Assignment. A bare number is all that is needed: how many lines below contain the string "Parse"?

Task data.
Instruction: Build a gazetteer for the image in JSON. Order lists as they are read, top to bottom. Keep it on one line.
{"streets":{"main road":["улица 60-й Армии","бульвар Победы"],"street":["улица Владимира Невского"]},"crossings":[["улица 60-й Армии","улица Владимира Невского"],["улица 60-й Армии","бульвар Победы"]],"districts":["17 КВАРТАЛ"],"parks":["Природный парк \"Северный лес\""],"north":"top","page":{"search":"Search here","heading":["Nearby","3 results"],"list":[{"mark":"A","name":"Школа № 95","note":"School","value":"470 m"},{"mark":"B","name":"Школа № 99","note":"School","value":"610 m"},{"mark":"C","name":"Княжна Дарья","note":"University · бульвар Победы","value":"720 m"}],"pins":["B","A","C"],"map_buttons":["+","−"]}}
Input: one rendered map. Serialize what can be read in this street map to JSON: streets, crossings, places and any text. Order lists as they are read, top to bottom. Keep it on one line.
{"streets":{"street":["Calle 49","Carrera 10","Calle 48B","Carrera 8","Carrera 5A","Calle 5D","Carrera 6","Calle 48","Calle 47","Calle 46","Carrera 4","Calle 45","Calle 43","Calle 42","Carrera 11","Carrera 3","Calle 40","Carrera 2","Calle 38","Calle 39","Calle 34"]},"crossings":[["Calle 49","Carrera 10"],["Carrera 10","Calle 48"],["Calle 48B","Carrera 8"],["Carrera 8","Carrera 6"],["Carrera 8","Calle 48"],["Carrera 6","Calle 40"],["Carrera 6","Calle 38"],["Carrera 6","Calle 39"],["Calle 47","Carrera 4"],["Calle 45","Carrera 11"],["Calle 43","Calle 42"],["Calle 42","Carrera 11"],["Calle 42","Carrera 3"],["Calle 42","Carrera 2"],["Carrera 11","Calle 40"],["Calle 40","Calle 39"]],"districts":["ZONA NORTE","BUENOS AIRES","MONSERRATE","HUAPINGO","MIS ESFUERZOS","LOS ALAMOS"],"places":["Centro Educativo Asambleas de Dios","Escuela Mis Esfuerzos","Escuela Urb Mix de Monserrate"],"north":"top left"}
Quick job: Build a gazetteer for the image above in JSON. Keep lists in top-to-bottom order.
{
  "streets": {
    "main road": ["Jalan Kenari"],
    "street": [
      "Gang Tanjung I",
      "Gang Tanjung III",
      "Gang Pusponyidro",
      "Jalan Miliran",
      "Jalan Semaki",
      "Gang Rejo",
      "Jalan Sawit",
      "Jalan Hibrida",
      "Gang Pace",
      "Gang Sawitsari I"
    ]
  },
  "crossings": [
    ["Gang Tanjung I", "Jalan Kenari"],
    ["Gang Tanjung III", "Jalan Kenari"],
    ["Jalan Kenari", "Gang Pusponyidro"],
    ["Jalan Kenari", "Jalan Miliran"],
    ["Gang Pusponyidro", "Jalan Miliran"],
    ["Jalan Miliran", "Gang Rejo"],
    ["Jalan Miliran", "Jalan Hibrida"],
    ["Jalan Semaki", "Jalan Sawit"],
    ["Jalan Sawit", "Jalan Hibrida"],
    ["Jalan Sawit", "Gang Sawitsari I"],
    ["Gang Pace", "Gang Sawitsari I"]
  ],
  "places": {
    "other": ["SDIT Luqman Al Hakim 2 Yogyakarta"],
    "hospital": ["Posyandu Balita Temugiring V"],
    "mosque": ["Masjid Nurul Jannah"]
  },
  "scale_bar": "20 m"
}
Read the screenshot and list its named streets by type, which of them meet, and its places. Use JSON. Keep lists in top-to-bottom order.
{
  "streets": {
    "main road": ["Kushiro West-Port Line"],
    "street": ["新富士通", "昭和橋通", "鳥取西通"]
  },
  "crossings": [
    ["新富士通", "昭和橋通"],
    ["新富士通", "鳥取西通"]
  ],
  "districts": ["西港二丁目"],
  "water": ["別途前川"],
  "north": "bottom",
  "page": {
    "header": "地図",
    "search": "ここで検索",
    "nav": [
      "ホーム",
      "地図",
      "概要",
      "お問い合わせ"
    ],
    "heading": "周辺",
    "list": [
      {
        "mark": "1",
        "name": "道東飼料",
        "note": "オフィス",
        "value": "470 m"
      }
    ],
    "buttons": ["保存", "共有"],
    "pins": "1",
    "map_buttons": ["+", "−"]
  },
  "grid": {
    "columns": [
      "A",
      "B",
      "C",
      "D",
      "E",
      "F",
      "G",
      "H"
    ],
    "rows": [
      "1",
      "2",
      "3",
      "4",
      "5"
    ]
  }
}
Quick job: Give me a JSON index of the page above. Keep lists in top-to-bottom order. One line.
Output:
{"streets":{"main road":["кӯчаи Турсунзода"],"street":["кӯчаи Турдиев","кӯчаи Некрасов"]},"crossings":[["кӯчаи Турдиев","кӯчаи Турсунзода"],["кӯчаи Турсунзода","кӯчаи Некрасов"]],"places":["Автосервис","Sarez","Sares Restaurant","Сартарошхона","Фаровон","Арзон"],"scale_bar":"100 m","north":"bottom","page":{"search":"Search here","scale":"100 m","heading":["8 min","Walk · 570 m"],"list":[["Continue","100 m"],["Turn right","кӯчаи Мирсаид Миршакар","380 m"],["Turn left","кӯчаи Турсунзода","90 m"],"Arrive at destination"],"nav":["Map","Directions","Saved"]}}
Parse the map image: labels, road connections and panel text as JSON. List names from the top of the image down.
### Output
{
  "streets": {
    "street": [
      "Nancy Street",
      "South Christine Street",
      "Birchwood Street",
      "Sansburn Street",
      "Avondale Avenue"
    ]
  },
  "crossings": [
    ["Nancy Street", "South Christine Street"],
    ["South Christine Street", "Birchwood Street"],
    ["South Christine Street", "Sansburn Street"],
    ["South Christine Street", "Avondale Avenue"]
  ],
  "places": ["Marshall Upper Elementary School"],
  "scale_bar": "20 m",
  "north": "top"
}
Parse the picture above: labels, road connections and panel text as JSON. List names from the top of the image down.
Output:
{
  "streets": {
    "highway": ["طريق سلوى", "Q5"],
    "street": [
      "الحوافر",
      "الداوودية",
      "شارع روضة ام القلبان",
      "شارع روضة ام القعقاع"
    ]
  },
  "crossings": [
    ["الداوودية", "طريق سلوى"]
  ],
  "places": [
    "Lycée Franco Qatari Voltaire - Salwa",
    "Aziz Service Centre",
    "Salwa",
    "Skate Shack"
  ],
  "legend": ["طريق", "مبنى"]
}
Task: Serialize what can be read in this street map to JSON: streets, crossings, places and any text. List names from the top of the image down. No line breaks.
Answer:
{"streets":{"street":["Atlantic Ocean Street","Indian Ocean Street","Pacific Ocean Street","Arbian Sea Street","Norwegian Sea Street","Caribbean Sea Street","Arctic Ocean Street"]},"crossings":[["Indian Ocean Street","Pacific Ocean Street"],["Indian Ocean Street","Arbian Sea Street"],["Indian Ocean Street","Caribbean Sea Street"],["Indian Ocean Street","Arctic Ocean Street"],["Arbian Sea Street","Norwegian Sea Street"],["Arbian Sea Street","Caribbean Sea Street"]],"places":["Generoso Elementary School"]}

Task answer. 2